REQUIRED WORK: Restate the entries below in full, exactly as they read, but without pictures.

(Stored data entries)
Content starts

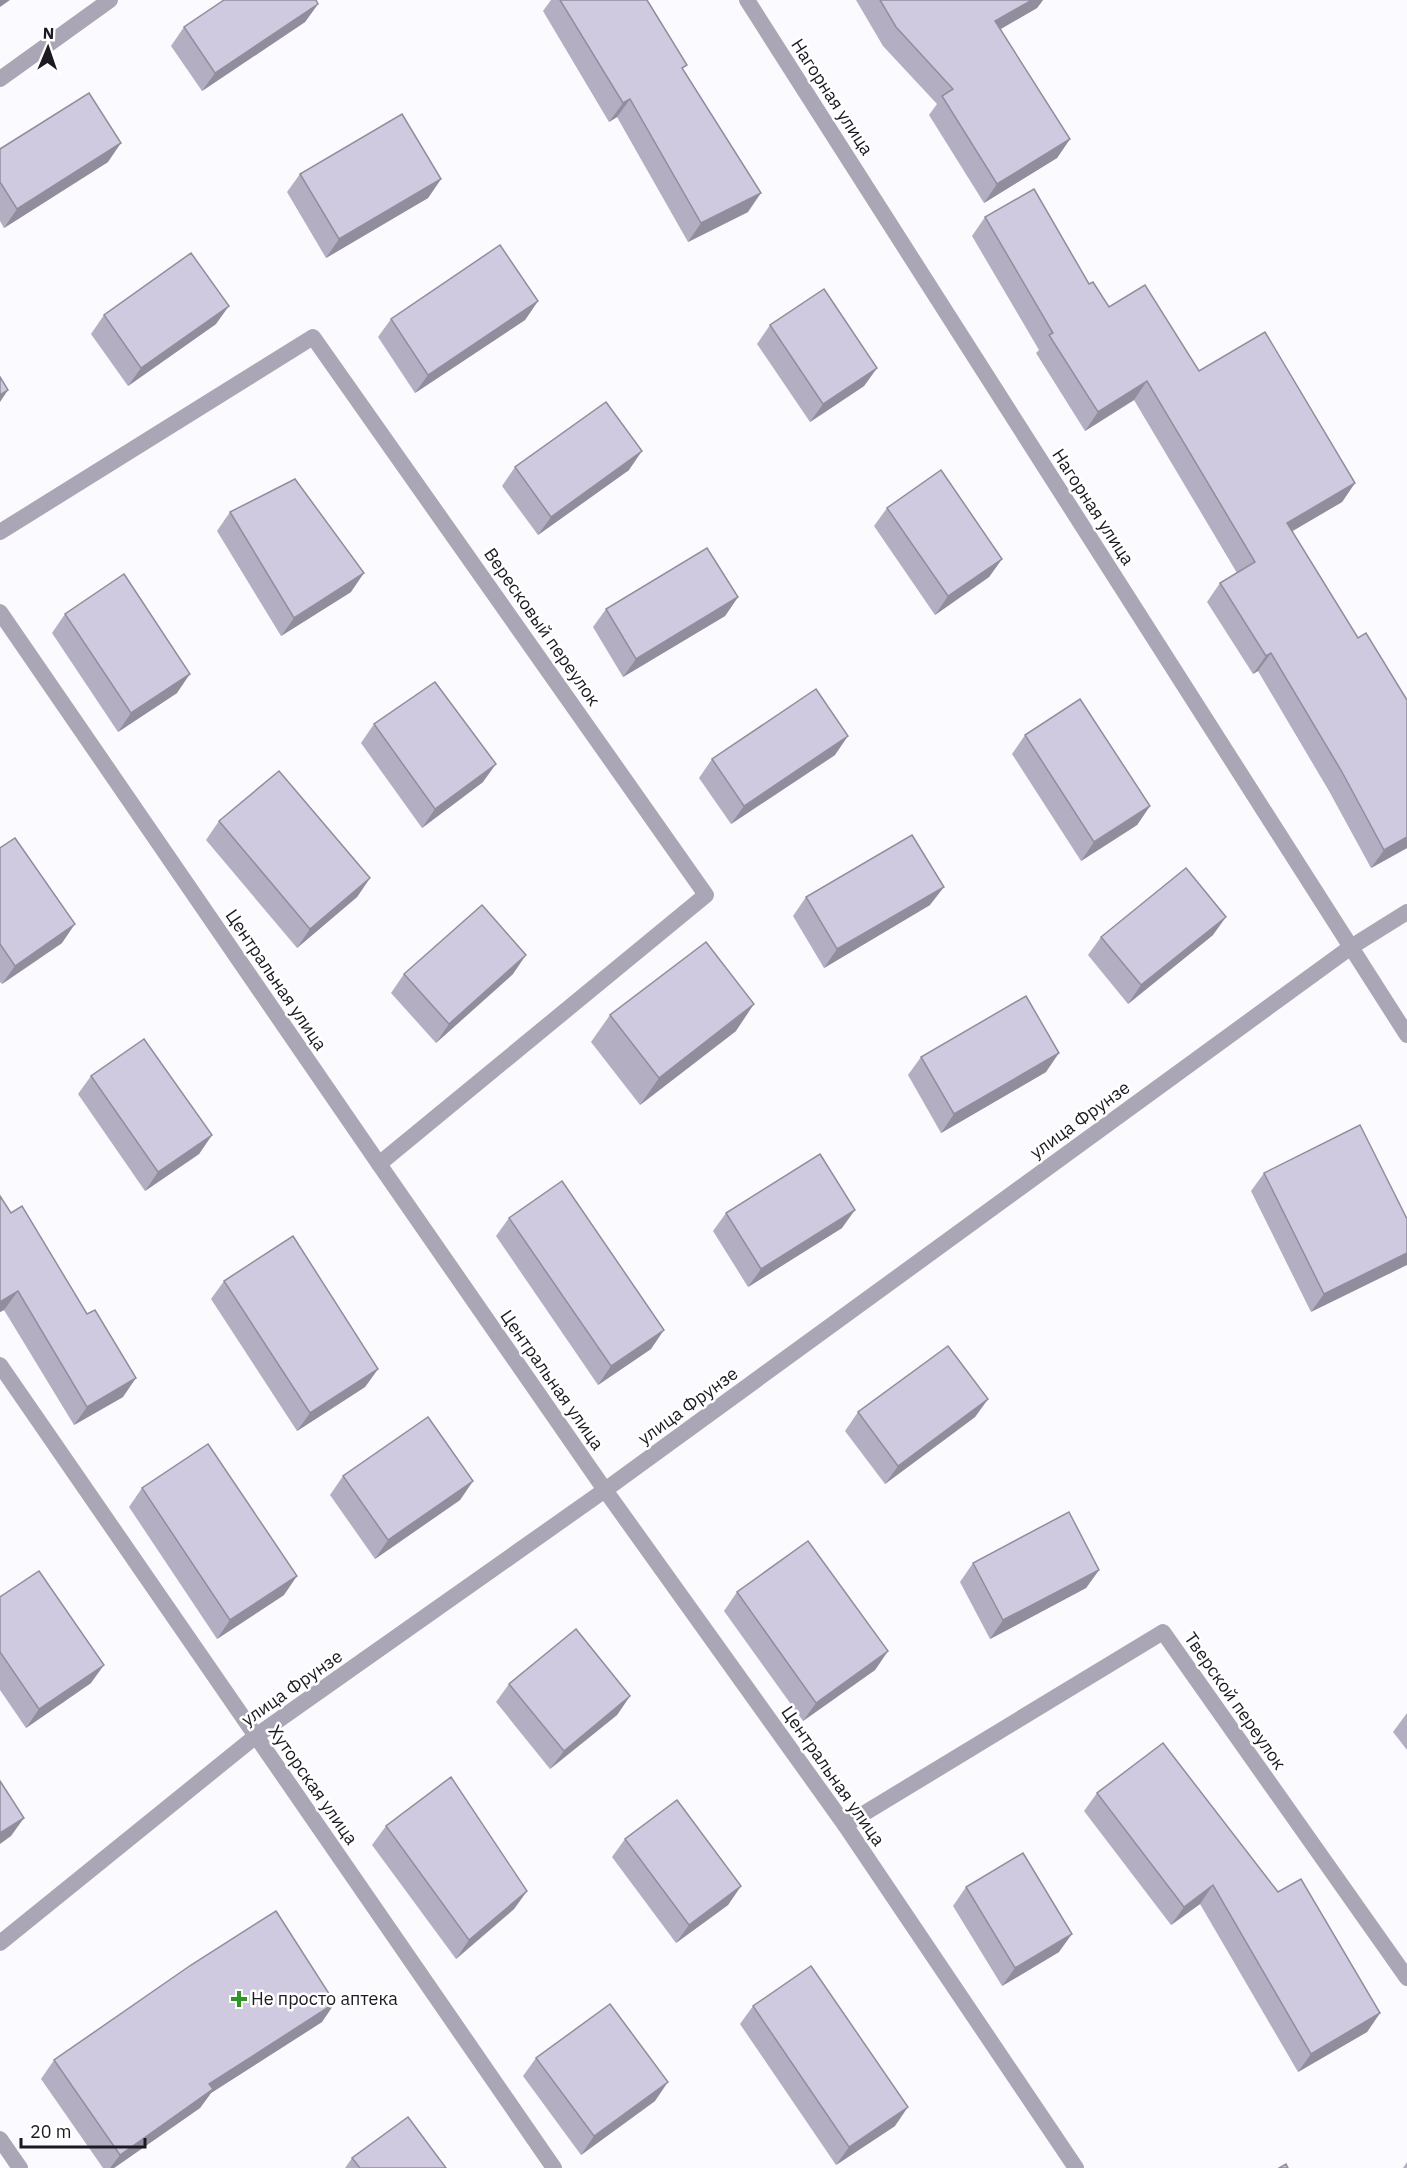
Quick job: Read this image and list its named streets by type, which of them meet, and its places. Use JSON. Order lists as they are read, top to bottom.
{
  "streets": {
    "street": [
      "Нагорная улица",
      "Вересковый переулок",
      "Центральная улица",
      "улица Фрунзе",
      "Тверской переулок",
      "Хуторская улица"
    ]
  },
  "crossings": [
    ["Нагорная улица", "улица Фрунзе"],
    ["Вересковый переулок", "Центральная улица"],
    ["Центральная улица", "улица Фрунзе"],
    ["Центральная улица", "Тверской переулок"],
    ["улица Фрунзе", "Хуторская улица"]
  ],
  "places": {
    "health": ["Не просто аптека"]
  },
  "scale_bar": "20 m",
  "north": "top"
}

Content ends

ANSWER TO THE EXERCISE:
Quick job: Read this image and list its named streets by type, which of them meet, and its places. Use JSON. Order lists as they are read, top to bottom.
{
  "streets": {
    "street": [
      "Нагорная улица",
      "Вересковый переулок",
      "Центральная улица",
      "улица Фрунзе",
      "Тверской переулок",
      "Хуторская улица"
    ]
  },
  "crossings": [
    ["Нагорная улица", "улица Фрунзе"],
    ["Вересковый переулок", "Центральная улица"],
    ["Центральная улица", "улица Фрунзе"],
    ["Центральная улица", "Тверской переулок"],
    ["улица Фрунзе", "Хуторская улица"]
  ],
  "places": {
    "health": ["Не просто аптека"]
  },
  "scale_bar": "20 m",
  "north": "top"
}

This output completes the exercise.